Economics for politicians explains and shows in easy to understand terms and pictures why sufficient tax revenues are not available to support current city, state and national government activities. The presentation is non-verbose and easy to understand. It's a little like a UPS commercial . . . short and to the point. More elaborate explanations would be just that . . . more elaborate . . . and arrive at the same conclusion.
Citizens can earn their own . . . health care . . . social security . . . retirement and additional benefits if businesses and government analyze, and plan correctly. Of course follow-through is important.
Support for education should not be a problem. However, sometimes what you have learned and been told is not correct . . . surprise . . . surprise. Higher education and business believe global trade is a good thing. They are correct, however, incomplete. The failure is to consider balanced trade.
Solving the current problem of a major shortfall in tax revenue is a non-partisan issue; and, until that is recognized, there will be no solution.
Solving the current problem is NOT a union issue . . . although Skinnerian conditioning would have everyone believing it is. It is not the concept of unions, but the failure of unions to support the proper objectives. The subject of unions is a candidate for a separate posting. The only question to be asked and answered is, "where will the money come from?" When the response to the question is another tax, government must remove roadblocks to business success.
Business must be able to generate additional profits to pay new taxes . . . which may mean lowering taxes. This should not include turning on the printing press . . . what it means is moving to expansion in some way that is not inflationary. Until business in conjunction with government can design the solution . . . NO taxes should be levied. In a normal domestic market where goods and services are produced and nearly full employment is realized, the following picture represents the process where incomes are good and tax revenues and fees are sufficient to provide for the needs of citizens and government.
The full domestic production sequence shown below ensures there is a balanced use of resources and the desired/required availability of income and tax revenue to support a prosperous national economy.
Planners have clearly failed to analyze the global situation correctly. During the past several years, this failure has resulted in the loss (conservative) of twenty-two trillion dollars in GDP and eleven trillion dollars in tax revenues (end of 2014). Where is the trade imbalance centered? Mostly in Asia and China.
How many jobs have been lost in the U.S. by not maintaining balanced trade? For every manufacturing job lost . . . four additional support jobs in logistics, industrial marketing, service and the community tied to that job are also lost. The argument is frequently advanced that imports are cheaper . . . that is not correct. After the wealth has been transferred to exporting countries there is nothing left for government services except to turn on the printing press. Once again “government didn’t see it coming!”

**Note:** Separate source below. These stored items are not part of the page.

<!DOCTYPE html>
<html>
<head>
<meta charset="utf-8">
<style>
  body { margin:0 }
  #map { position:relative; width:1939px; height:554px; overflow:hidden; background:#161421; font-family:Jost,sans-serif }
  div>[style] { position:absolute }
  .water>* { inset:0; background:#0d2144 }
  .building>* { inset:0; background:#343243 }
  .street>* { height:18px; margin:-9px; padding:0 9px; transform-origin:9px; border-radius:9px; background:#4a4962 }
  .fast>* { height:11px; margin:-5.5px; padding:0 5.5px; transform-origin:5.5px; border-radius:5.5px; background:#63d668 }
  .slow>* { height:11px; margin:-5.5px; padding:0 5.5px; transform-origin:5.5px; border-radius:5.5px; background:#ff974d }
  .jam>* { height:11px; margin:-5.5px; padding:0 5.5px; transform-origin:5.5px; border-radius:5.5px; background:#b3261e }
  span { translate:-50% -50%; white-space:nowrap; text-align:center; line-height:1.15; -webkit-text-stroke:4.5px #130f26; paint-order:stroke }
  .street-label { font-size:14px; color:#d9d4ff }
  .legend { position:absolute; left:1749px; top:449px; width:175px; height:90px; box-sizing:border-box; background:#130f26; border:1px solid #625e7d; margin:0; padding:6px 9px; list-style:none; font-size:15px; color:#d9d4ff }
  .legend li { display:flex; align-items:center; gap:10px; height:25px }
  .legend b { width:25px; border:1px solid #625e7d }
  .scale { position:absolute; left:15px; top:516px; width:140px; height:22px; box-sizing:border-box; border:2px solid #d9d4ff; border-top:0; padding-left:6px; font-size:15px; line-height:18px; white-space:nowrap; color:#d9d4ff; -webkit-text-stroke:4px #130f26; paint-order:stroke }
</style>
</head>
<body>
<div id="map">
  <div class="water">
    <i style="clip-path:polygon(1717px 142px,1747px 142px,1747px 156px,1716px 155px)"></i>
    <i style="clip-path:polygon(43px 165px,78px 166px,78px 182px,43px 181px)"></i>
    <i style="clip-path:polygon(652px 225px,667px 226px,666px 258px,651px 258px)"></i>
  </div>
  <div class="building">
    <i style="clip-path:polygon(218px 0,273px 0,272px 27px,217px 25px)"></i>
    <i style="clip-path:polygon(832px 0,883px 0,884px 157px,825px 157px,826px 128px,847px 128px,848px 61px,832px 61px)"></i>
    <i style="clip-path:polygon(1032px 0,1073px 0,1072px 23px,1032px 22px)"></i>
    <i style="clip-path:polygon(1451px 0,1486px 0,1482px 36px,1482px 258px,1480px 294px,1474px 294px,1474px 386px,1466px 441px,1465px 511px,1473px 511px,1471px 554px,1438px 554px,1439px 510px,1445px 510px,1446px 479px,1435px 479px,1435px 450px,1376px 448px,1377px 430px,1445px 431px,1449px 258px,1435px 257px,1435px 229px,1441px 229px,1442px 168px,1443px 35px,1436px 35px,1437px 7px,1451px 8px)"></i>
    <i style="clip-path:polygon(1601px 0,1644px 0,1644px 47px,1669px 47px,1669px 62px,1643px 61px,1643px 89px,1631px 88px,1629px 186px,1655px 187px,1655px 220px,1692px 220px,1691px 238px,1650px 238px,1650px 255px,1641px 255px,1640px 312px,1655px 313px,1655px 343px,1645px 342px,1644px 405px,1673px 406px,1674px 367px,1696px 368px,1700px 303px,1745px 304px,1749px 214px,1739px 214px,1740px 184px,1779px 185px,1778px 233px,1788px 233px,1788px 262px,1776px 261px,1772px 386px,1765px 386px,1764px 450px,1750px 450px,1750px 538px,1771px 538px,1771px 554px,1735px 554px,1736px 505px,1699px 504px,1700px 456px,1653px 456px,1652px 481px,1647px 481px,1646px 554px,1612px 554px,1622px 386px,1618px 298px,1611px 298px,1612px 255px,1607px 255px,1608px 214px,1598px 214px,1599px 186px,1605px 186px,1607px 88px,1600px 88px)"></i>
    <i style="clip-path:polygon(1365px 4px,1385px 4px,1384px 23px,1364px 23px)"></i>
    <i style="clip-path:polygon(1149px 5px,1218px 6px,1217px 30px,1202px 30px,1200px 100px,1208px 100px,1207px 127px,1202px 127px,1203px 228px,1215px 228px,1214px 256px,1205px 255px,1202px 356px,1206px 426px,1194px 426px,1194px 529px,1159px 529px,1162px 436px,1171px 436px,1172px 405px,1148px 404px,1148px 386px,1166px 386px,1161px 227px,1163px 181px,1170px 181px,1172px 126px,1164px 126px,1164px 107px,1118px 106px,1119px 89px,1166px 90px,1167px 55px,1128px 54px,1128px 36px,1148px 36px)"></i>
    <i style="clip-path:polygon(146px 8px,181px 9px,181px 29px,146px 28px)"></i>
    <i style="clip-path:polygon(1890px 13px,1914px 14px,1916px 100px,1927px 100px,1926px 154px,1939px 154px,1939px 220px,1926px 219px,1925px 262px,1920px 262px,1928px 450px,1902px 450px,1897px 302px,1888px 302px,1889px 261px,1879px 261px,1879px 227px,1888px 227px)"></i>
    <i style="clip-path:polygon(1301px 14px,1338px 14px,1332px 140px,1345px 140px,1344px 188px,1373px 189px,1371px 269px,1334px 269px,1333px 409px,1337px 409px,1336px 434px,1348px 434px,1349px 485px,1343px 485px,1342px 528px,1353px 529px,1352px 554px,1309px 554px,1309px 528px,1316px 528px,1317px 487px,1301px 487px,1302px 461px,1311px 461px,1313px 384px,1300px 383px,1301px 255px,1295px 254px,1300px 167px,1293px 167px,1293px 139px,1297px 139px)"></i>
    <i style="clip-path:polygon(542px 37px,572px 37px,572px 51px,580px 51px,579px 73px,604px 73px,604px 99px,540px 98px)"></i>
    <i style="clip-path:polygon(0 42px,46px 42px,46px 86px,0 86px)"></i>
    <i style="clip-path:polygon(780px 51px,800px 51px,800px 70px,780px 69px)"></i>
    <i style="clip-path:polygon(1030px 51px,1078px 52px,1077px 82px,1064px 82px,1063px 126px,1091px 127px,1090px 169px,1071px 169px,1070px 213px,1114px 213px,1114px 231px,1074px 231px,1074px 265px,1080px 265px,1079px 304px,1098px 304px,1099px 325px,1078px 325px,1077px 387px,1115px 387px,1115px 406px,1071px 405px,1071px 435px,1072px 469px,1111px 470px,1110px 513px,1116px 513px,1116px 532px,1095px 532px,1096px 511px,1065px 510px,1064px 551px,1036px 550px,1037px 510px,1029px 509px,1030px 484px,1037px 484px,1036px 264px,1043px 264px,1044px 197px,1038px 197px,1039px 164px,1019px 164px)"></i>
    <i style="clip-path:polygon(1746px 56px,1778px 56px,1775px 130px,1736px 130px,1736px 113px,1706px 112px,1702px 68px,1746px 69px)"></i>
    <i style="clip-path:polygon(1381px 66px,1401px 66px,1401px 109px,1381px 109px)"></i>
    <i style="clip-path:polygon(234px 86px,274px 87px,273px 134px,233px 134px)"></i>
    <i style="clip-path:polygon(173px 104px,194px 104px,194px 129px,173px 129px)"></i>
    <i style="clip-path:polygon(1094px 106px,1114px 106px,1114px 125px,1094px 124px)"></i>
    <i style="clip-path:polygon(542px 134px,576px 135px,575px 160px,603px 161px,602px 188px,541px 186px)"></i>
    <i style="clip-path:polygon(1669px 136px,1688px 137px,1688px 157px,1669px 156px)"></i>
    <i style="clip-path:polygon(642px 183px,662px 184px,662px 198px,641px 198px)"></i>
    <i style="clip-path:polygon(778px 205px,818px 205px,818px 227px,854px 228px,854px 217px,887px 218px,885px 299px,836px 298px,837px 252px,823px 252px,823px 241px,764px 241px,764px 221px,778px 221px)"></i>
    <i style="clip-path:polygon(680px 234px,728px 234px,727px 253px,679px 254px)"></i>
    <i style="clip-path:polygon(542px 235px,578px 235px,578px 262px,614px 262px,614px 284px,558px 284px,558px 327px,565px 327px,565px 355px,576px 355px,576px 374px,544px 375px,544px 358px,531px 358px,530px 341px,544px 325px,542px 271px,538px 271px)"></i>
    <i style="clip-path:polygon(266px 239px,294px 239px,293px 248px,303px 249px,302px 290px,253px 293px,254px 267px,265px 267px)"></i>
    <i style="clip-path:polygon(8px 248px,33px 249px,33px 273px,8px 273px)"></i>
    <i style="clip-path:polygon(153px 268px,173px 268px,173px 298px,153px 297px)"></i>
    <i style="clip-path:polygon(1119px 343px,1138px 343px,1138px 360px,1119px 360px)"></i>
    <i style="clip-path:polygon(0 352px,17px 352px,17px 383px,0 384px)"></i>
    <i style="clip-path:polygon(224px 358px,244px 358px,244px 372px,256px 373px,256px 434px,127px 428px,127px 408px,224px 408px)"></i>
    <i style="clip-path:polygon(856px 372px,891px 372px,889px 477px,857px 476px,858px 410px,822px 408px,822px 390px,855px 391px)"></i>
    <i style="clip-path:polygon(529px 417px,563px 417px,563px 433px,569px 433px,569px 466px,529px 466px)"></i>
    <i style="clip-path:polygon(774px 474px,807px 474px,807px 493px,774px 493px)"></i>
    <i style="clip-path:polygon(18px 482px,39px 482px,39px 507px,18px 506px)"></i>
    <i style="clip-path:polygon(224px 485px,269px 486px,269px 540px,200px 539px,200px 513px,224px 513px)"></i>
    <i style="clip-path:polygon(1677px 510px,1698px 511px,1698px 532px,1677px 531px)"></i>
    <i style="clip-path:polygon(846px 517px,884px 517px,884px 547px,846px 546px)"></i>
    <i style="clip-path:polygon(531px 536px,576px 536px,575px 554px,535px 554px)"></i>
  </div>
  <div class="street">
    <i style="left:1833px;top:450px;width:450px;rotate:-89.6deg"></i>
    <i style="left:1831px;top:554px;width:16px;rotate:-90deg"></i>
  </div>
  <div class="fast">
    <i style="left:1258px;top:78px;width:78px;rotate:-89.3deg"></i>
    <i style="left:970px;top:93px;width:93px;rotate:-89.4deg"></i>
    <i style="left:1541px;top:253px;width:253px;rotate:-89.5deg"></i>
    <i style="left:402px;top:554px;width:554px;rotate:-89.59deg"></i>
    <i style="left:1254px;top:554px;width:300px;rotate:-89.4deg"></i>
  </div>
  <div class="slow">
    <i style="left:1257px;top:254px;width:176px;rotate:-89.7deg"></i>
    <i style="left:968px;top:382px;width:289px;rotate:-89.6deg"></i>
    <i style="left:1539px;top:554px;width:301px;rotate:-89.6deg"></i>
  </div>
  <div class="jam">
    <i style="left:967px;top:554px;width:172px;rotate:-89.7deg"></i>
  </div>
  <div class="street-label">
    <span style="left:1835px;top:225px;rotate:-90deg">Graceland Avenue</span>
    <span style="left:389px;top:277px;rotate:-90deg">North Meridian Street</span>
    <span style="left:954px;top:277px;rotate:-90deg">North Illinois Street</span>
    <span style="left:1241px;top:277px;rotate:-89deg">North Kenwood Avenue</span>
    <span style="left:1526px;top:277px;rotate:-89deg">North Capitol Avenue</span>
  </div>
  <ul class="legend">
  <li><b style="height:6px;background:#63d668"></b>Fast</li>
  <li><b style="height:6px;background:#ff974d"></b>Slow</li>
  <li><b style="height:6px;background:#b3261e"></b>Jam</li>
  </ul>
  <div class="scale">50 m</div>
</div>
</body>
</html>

Although some will advance the proposition that the U.S. can increase exports to balance trade . . . this also is not correct. Frequently the statement is made that exports have increased . . . yes, this is true, but exports have not and will not, make a dent in the 22 trillion dollars of GDP lost to the trade imbalance. U.S. retail stores are a lot like your local hamburger palace. You just drive in and pick up what arrived at the import dock in Los Angeles or some other major port . . . no home cooking!
The huge trade deficit accumulated over the years was caused by unbalanced trade agreements. In short, government is creating the problem . . . sound familiar . . . same for banking . . . Wall Street, Fannie and Freddie.
As the U.S. transitioned from sole reliance on an agricultural economy to an expanding manufacturing based economy, rapid growth in factories, cities, roads, railroads, airports, bridges, communications, retail, healthcare, recreation and additional areas occurred to support the effort. This activity created wealth and a higher quality of life and an expanding middle-class. Education and experience in all fields of employment, professional and skilled trades expanded during the 20th century.
As reliance on global trade grew, the need to produce domestically diminished as import activity increased. The result has been vacated factories, reduction in the need for skilled professionals and trades, high unemployment rates, loss of tax revenue and fees, degrading of infrastructure as it stood idle and not producing tax revenue or fees. Diminished quality of life was accompanied by lost opportunities and increased crime. Countries exporting to the U.S. have benefited greatly at domestic expense.
Balancing trade will improve outcomes for citizens, however, looking forward, new technologies and methods present additional challenges . . . more can be done with less . . . and new professional and skilled trades will need to be created . . . or evolve. Evaluation of what constitutes valuable work or enterprise must be considered worth reward. It’s simple, if there is no income, there is no expenditure, and there is no economy. Deficit borrowing to reward the unemployed is a diminishing solution as national debts increase. What constitutes work will and must be reevaluated.